Positive inotropic drugs: digoxin
Digoxin is at present the only really effective drug for directly strengthening the heartbeat, but is used more these days to treat arrhythmias. Doctors have used this drug for hundreds of years. In 1785 William Withering of Birmingham described the use of foxglove in dropsy (oedema) and noted that it appeared to act on the heart. Digoxin was originally extracted from the foxglove plant but is now produced synthetically. (In older textbooks, the term ‘digitalis’ is used because it refers to the mixture of active principles extracted from the foxglove plant.)
Mechanism of action
Digoxin has two actions on the heart:
• direct
• indirect.
Direct action
Digoxin acts directly on the heart to strengthen the heartbeat. The strengthening of the heartbeat is called a positive inotropic effect of the drug. Interestingly, these powerful inotropic actions of digoxin are observed only on the failing heart.
Indirect action
At lower doses, digoxin slows the heart through activation of the parasympathetic division of the autonomic nervous system, which slows it down. The indirect action is important, especially in atrial fibrillation, because the slowing of the heart allows for slower and more regular contractions, which increases cardiac output.
Effects of digoxin on the failing heart
• Increased force of contraction of the ventricular muscle (Fig. 5.2). This action is due to an increase in calcium ions in cardiac muscle cells (direct action; see above). In large doses this may be associated with increased excitability of the ventricle.
Figure 5.2 |
• Depression of conduction in the atrioventricular (AV) node and the bundle of His (Fig. 5.3). This action does not affect the heart in sinus rhythm, but in atrial fibrillation it decreases the number of impulses reaching the ventricles from the fibrillating atria, and thus decreases the rate of ventricular contraction.
Figure 5.3 |
• Slowing of the heart rate, partially due to increased activity of the vagus nerve (indirect action; see above) and partly to a direct action on the sinoatrial (SA) node.
Diuretic effects of digoxin
Digoxin may cause a powerful diuresis after administration to patients with heart failure. This effect is not seen in patients with healthy hearts. The diuretic effect is due to the inotropic action of digoxin. In patients with heart failure, the increased preload (venous pressure) pushes fluid out of the capillary beds into the tissues and causes oedema. The restored power of the heart reduces the preload, which in turn allows extravascular fluid to re-enter the circulation and be eliminated through normal fluid control via the kidneys.

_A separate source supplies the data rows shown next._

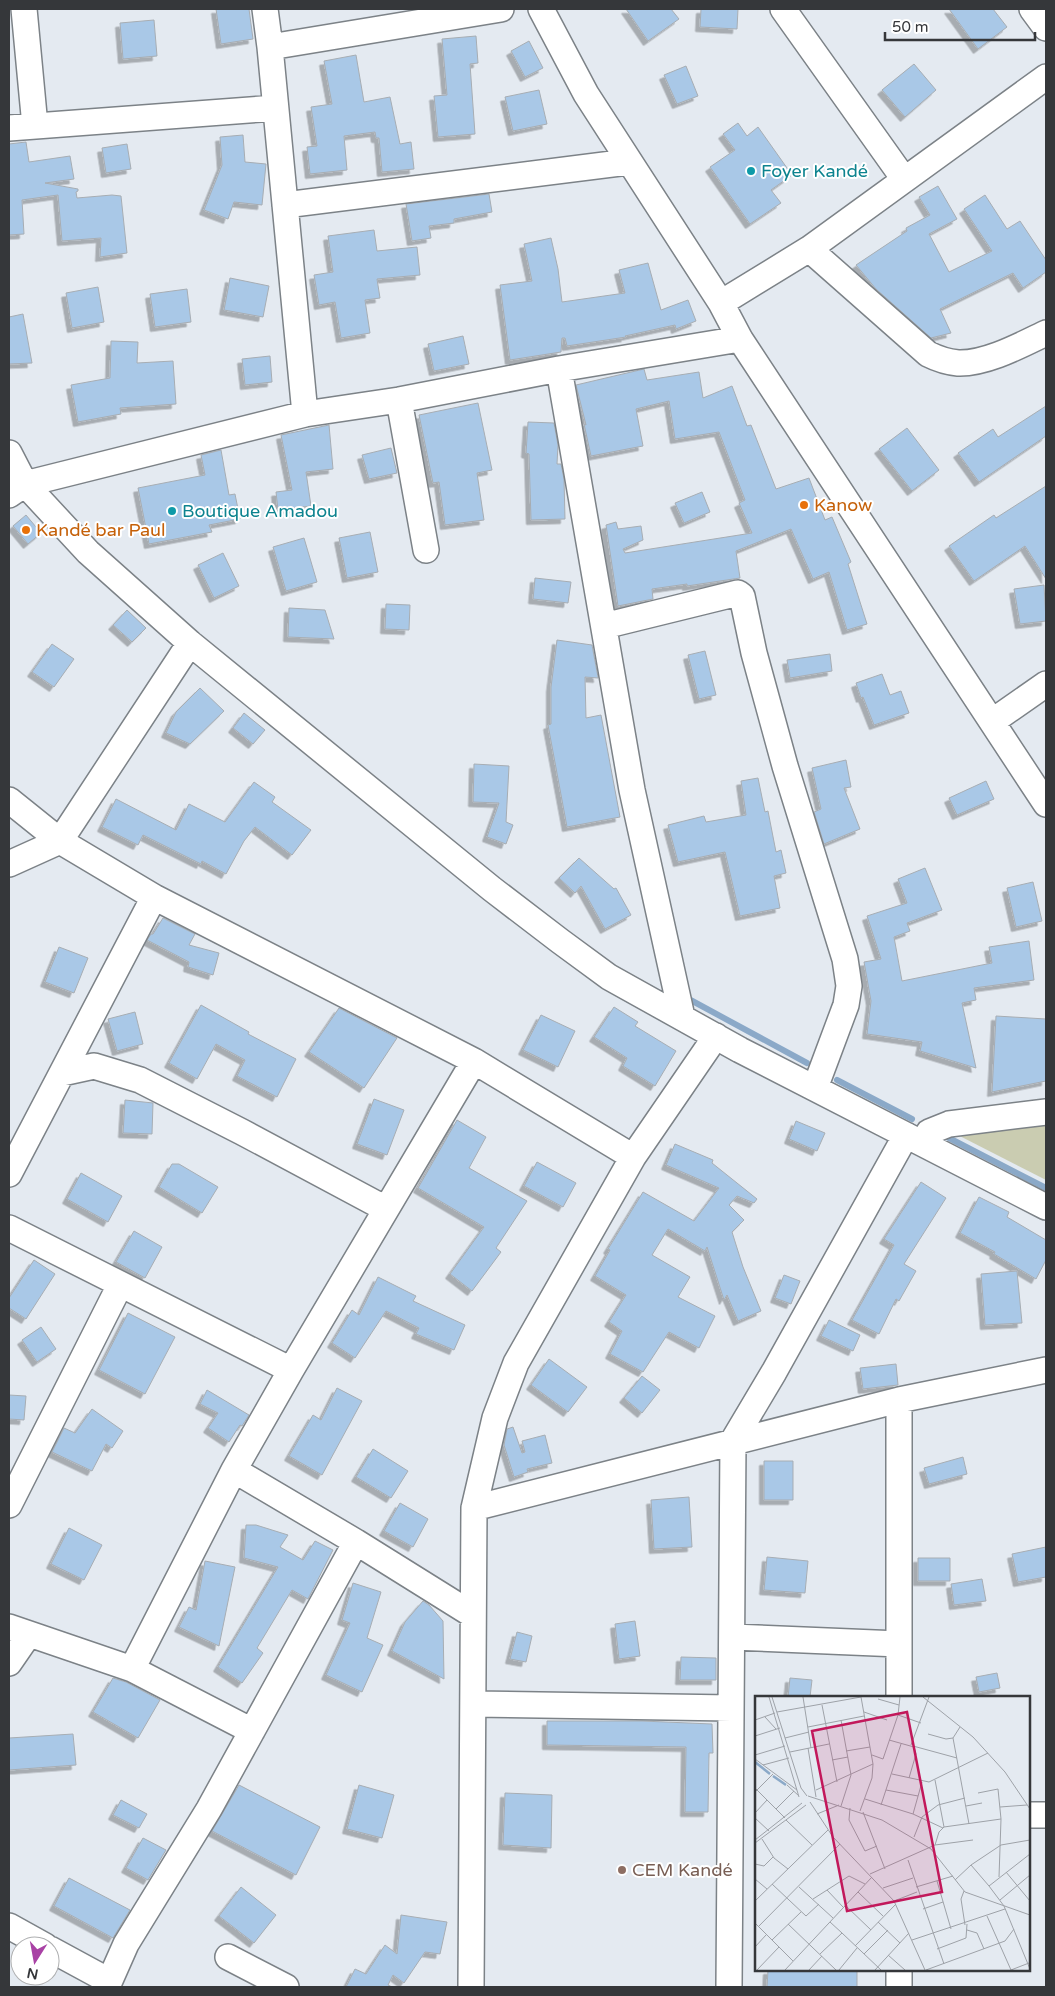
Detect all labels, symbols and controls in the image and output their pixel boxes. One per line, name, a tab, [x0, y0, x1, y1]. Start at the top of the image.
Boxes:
scale bar	[885, 10, 1035, 42]
text: 50 m	[892, 18, 929, 36]
place label: Foyer Kandé	[761, 160, 868, 182]
marker: Foyer Kandé	[745, 165, 757, 177]
place label: Kanow	[814, 494, 872, 516]
marker: Kanow	[798, 499, 810, 511]
place label: Boutique Amadou	[182, 500, 338, 522]
marker: Boutique Amadou	[166, 505, 178, 517]
place label: Kandé bar Paul	[36, 519, 166, 541]
marker: Kandé bar Paul	[20, 524, 32, 536]
inset map	[755, 1696, 1030, 1971]
place label: CEM Kandé	[632, 1859, 733, 1881]
marker: CEM Kandé	[616, 1864, 628, 1876]
north arrow	[10, 1936, 60, 1986]
text: N	[25, 1964, 40, 1983]

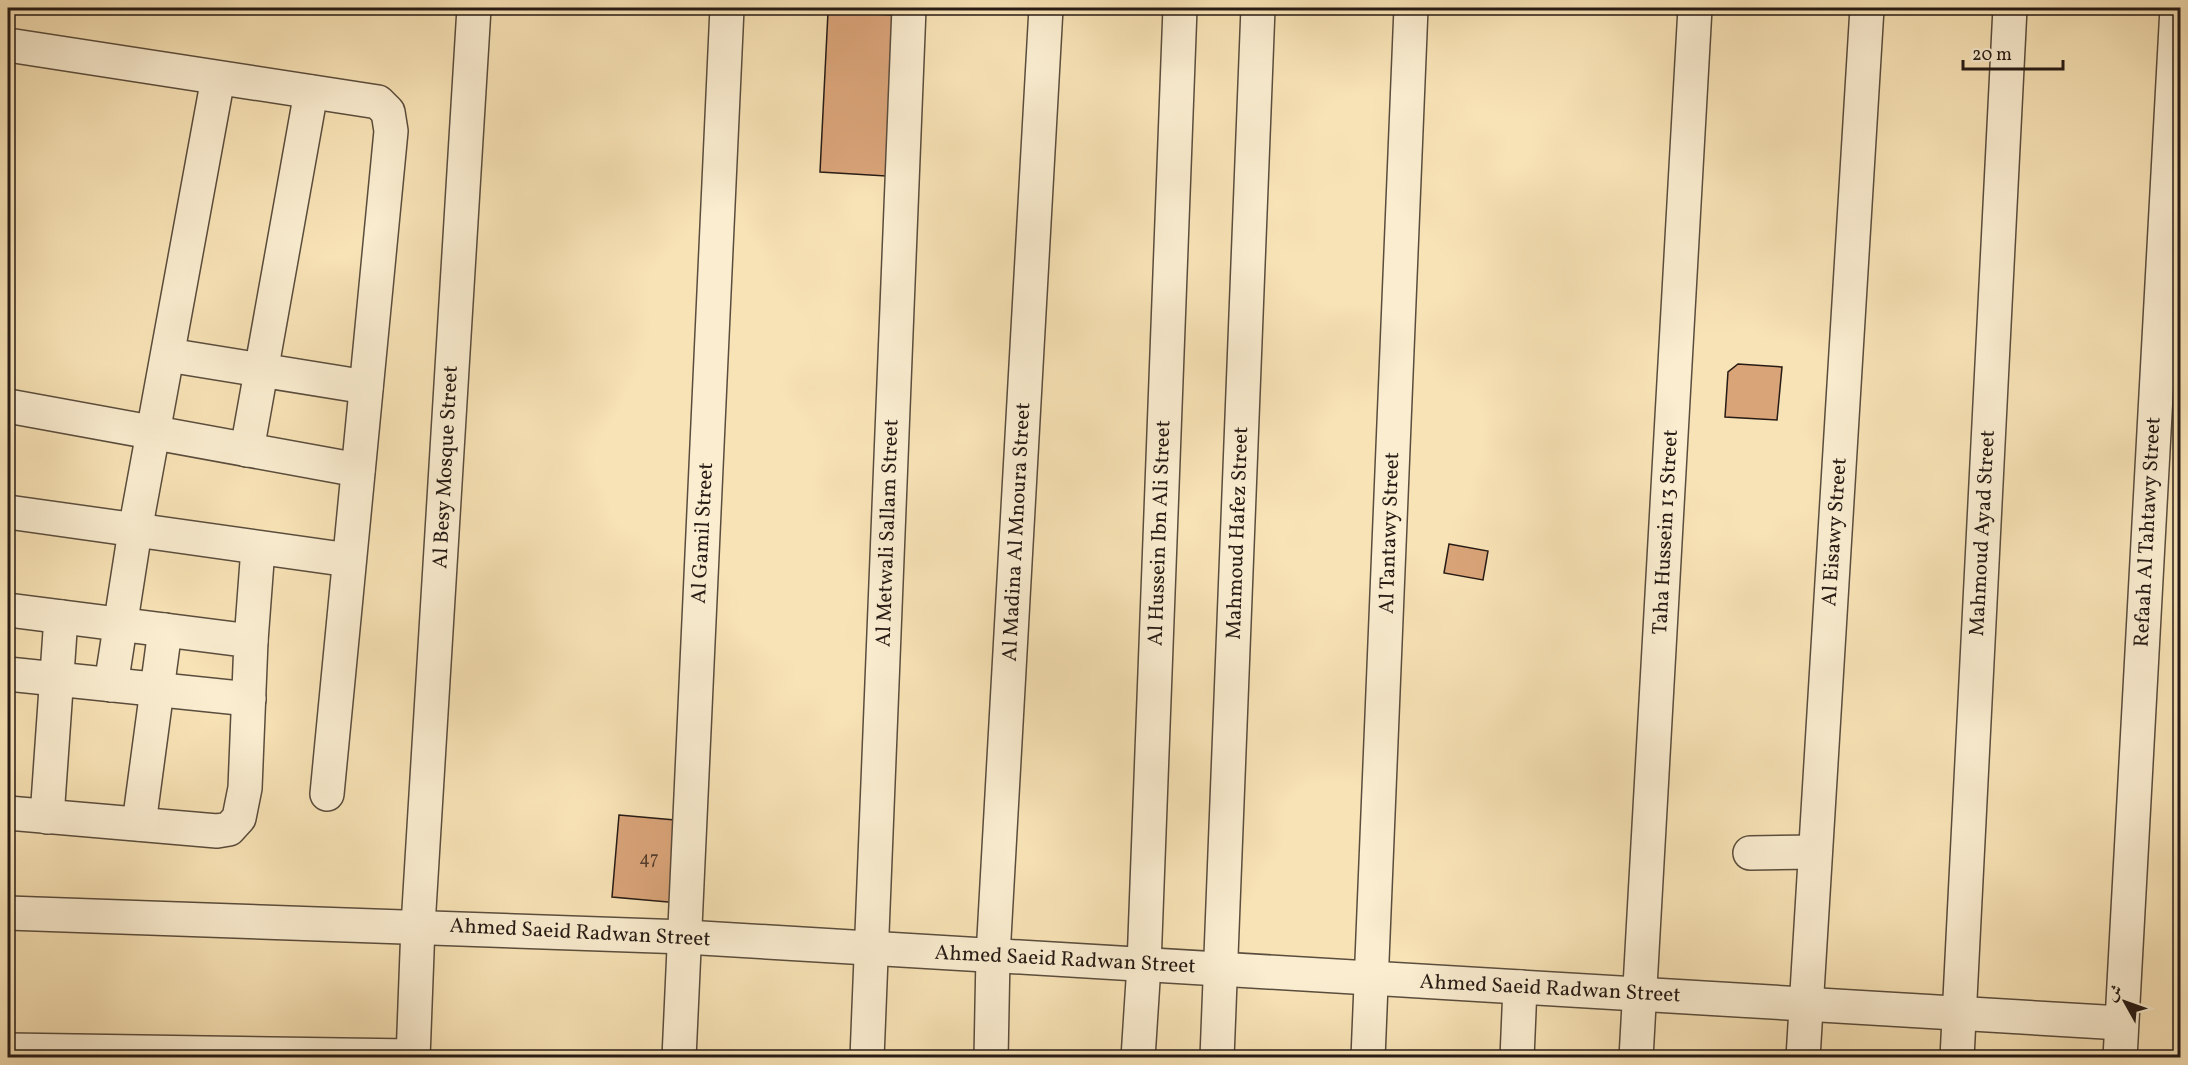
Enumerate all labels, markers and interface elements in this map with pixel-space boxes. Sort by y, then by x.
scale bar [1963,33,2064,71]
text: 20 m [1972,43,2012,68]
street label: Al Besy Mosque Street [426,365,466,569]
street label: Al Madina Al Mnoura Street [996,402,1038,662]
street label: Refaah Al Tahtawy Street [2127,416,2169,648]
street label: Al Metwali Sallam Street [870,419,906,647]
street label: Al Hussein Ibn Ali Street [1142,419,1178,647]
street label: Mahmoud Hafez Street [1220,426,1256,640]
street label: Taha Hussein 13 Street [1646,429,1686,635]
street label: Mahmoud Ayad Street [1963,429,2003,637]
street label: Al Tantawy Street [1373,452,1407,614]
street label: Al Eisawy Street [1815,457,1855,607]
street label: Al Gamil Street [685,462,721,604]
house number: 47 [639,847,659,872]
street label: Ahmed Saeid Radwan Street [449,912,711,954]
street label: Ahmed Saeid Radwan Street [934,939,1196,981]
street label: Ahmed Saeid Radwan Street [1419,968,1681,1010]
north arrow [2095,972,2155,1032]
text: ش [2102,980,2129,1007]

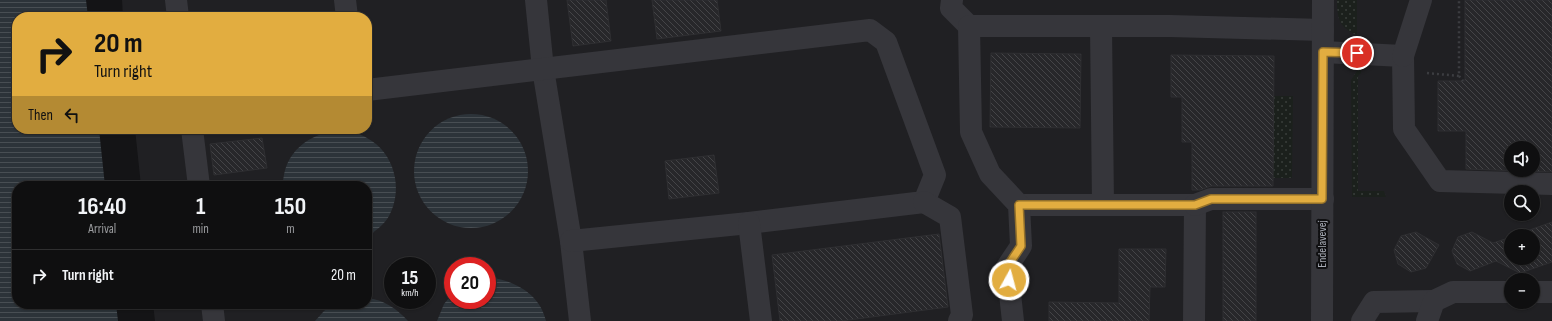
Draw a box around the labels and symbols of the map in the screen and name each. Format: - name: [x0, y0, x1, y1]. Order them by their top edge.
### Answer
- pin: [1340, 36, 1374, 70]
- street label: Endelavevej: [1315, 220, 1330, 268]
- speed limit sign: 20: [444, 257, 496, 309]
- position arrow: [988, 259, 1030, 301]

Plasma monitoring of digoxin
Plasma levels of digoxin should be monitored, the correct therapeutic range being between 0.9 and 2 micrograms/litre (the sample is taken at least 6 hours after dosing). There is, however, considerable interpersonal variation and the estimation of plasma levels is more useful to confirm non-compliance or overdose than in the control of treatment, where clinical observation is usually adequate. It will be noted that the action of these drugs lasts for several days. This is due not only to slow elimination but also because, once bound to cardiac muscle, their action is prolonged.
Adverse effects and toxicity of digoxin
There is a relatively small difference between the therapeutic dose of digoxin and the toxic dose, i.e. digoxin has a low therapeutic index, so dosage should be carefully regulated. Elderly patients, especially those with renal impairment and with hypothyroidism, are more liable to suffer adverse effects. The nurse should keep a watch for toxicity and should know the common manifestations of overdose:
• Undue slowing of the heart due to excessive effect on the conducting system or the SA node. A pulse rate below 60 indicates that the drug should be omitted for a day or two.